Kolejny studyjny album Ritchiego Blackmore`a i jego pięknej żony. Chyba już każdy sięgając po ich następną płyt wie czego się spodziewać. Blackmore`s Night grają coś, co można określić, jako medieval-pop-folk.
Na nowej płycie jest czego posłuchać. Świetny jest np. numer tytułowy, który z ballady brzmiącej jak śpiewana przy ognisku przeradza się w fajny folkowy numer z orkiestrą. Według ciekawego pomysłu zbudowano też piosenkę „Faerie Queen”. Dobrze też brzmią utwory instrumentalne, jak „Messenger” czy „Village Dance”.
Nieco gorzej wychodzą czasem momenty, kiedy Ritchie sięga po elektryczną gitarę. W utworach takich jak „I Guess It Doesn`t Matter Anymore” pachnie to kiczem. Niestety na tej płycie jest takich utworów więcej, co nieco może drażnić.

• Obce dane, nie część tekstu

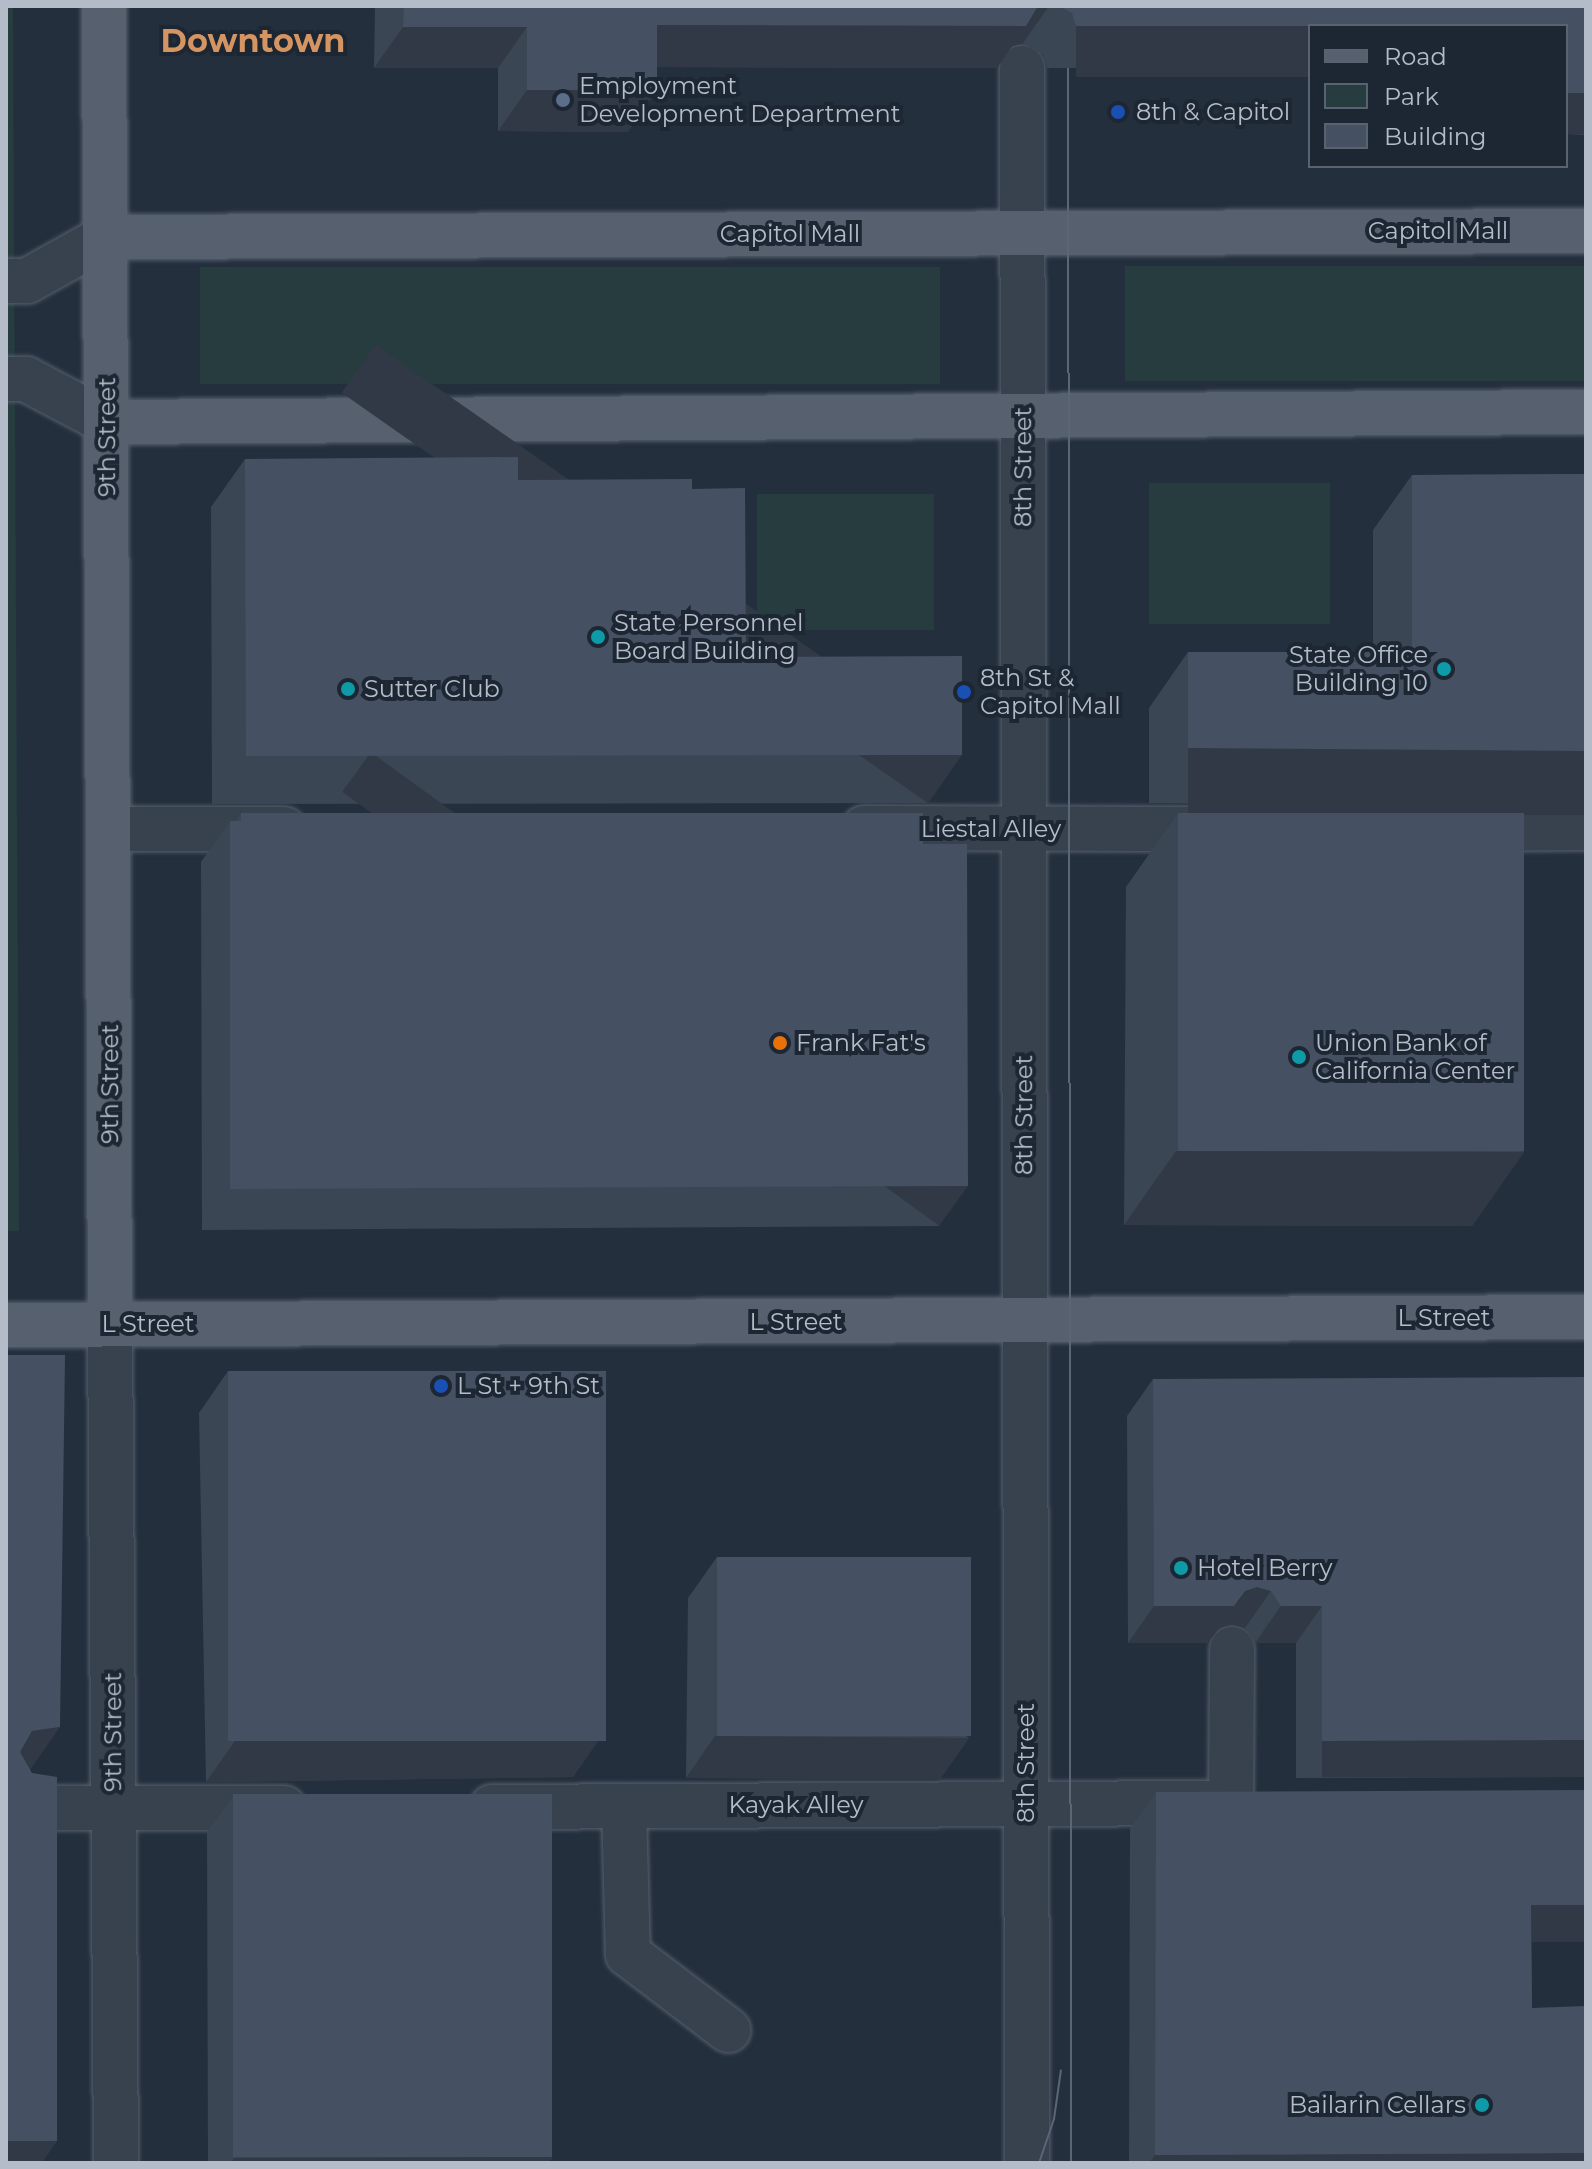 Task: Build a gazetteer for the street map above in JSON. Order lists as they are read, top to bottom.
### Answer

Jak zwykle na krążku Blackmore`s Night znaleźć możemy przeróbki. Zwróciłbym tu uwagę przede wszystkim na bardzo sympatyczne wykonanie „Streets of London”, folkowego evergreenu Ralpha McTella.
Trudno uznać Blackmore`s Night za zespół jednoznacznie folkowy, nie przeszkadza to jednak szukać w nim folkowych dźwięków. Szkoda tylko, że na kolejnych albumach grupa nie potrafi wznieść się ponad świeżość i oryginalność pierwszej płyty.